Oil field workers at a rig site.

Image source: Getty Images.

Putting the squeeze on capital spending

Devon Energy (DVN -0.17%) was one of several large drillers that became more efficient as the year wore on. The company initially expected to spend between $2 billion to $2.3 billion last year, which it thought would fuel 13% to 17% oil production growth by the end of the year. However, thanks to its capital efficiency gains, the company was able to cut its budget by $100 million in the second quarter to a range of $1.9 billion to $2.2 billion, even as it boosted its oil production outlook up to 18% to 23% growth by year-end. That trend continued in the third, as the company narrowed its spending range forecast to the $2 billion to $2.1 billion range, and said production would be at least 20% higher by year's end.

The year went similarly for Marathon Oil (MRO -0.81%) which initially planned to spend $2.4 billion en route to increasing its U.S. output by 15% to 20%. However, thanks to strong well results and efficiency gains, the company adjusted its forecast in the second quarter to predict that output from the U.S. would be up 23% to 27% for the year, even though its capital budget would be about 10% lower than initially expected. It further bolstered that production growth range to 25% to 30% after a strong showing in the third quarter, while noting that it planned to hold capex to $2.1 billion.

A person in gloved hands turning a valve.

Image source: Getty Images.

Spending more with less to show for it

However, over the past month, several smaller drillers have updated investors with spending plans and production guidance that have been going in the opposite direction. Range Resources (RRC -0.45%), for example, said that it spent $1.27 billion last year to drill more wells. That level, however, was 10% above its $1.15 billion budget. Fueling the increase were higher-than-expected costs on wells completed in the second half of the year on its acreage position in North Louisiana. In fact, drilling costs in that region have risen to the point where Range no longer plans to invest any capital to grow output there over the next five years. 
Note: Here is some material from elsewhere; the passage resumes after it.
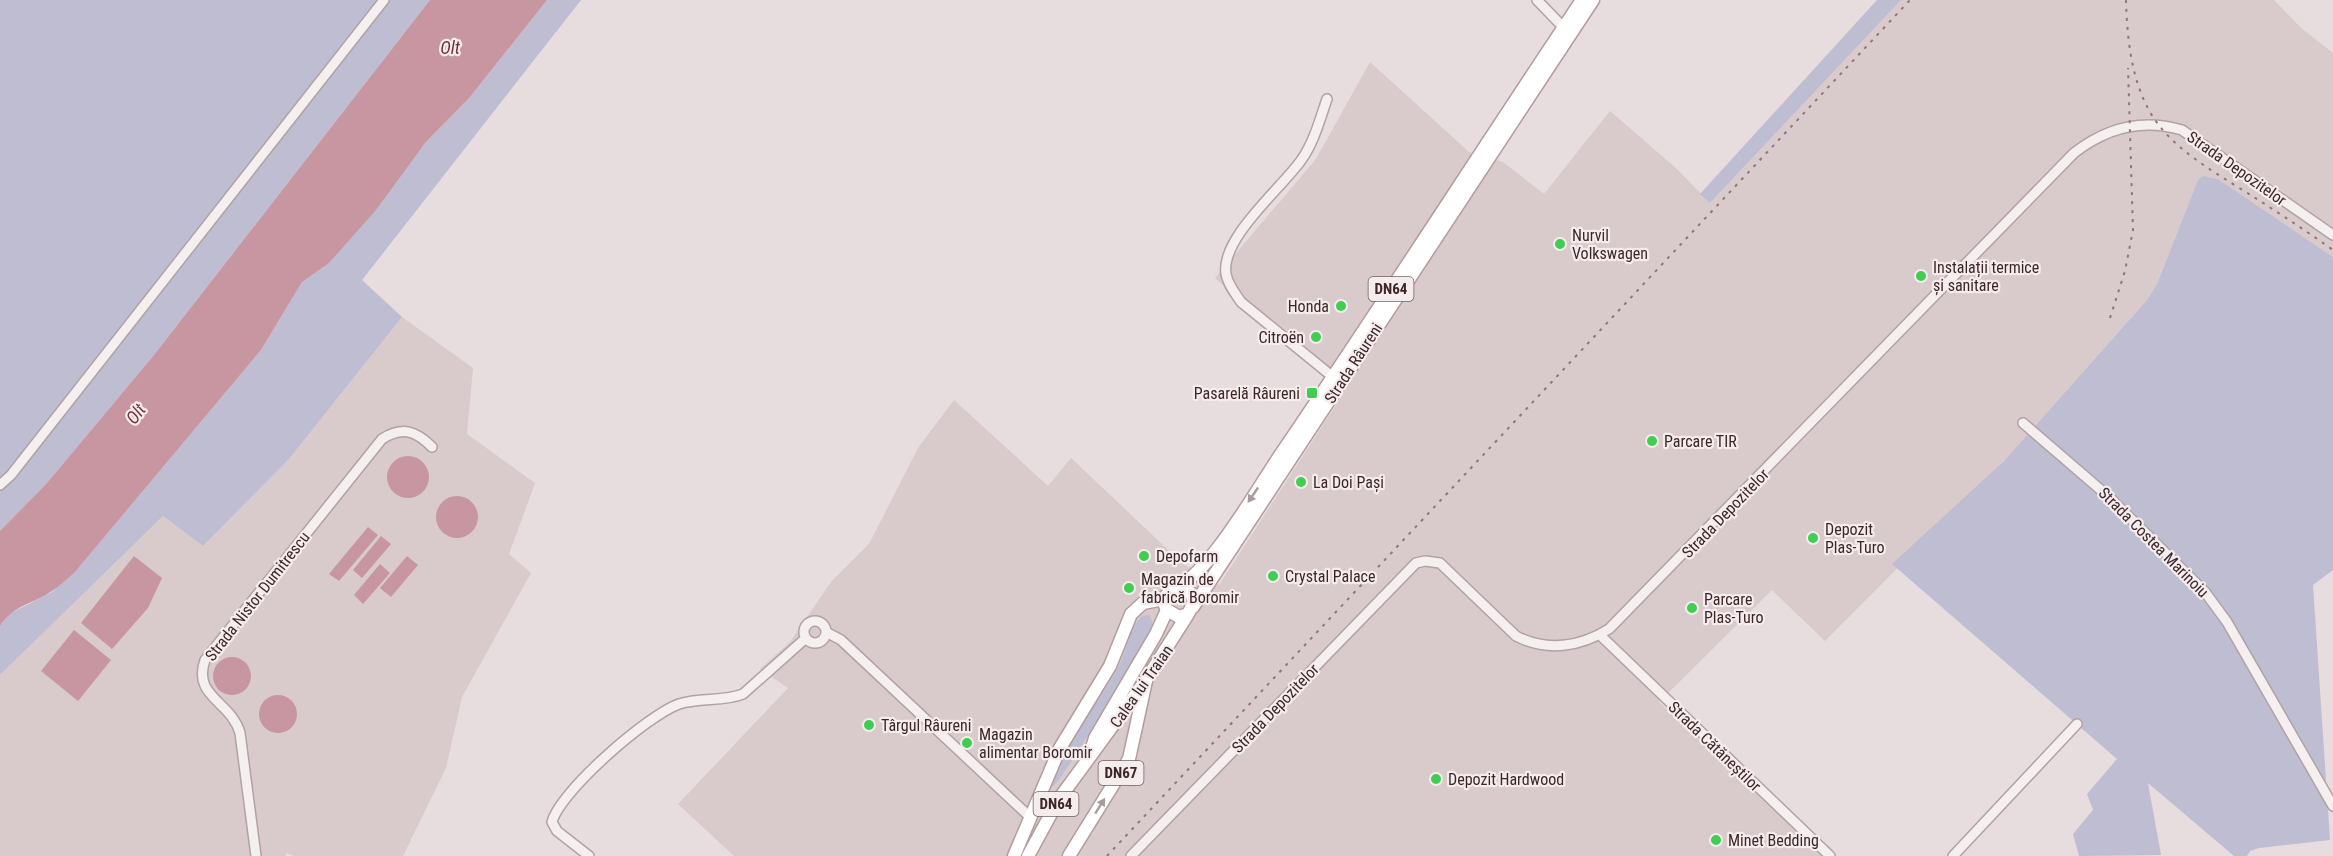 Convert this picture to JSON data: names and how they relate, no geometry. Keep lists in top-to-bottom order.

Similarly, Laredo Petroleum (LPI 0.76%) added $100 million to its annual budget in the third-quarter, boosting it to $630 million to "reflect service cost inflation" as well as some other additional expenses. Despite that, Laredo's production for the fourth quarter came in below the mid-point of its guidance range, because it also took the company longer to finish wells than expected. And Parsley Energy's (PE) spending came in above the high end of its forecast budget range. Overall, it spent $1.2 billion last year, when its capital budget had been between $1 billion to $1.15 billion. Further, the company noted that spending in 2018 would be at the high end of its $1.35 billion to $1.55 billion budget due to cost inflation. Yet despite those higher outlays, the company expects output to come in a bit below guidance. What's concerning is that expenses might keep rising, which could cause these companies to miss their budget and production forecasts again this year. 

The scale advantage

So far, large oil and gas producers like Devon and Marathon have been able to keep the pressure on costs. That has allowed them to produce more oil and gas for less money than smaller rivals, which have seen rising drilling costs inflate their budgets. If that trend continues, it could weigh on the growth prospects and stock prices of smaller drillers this year.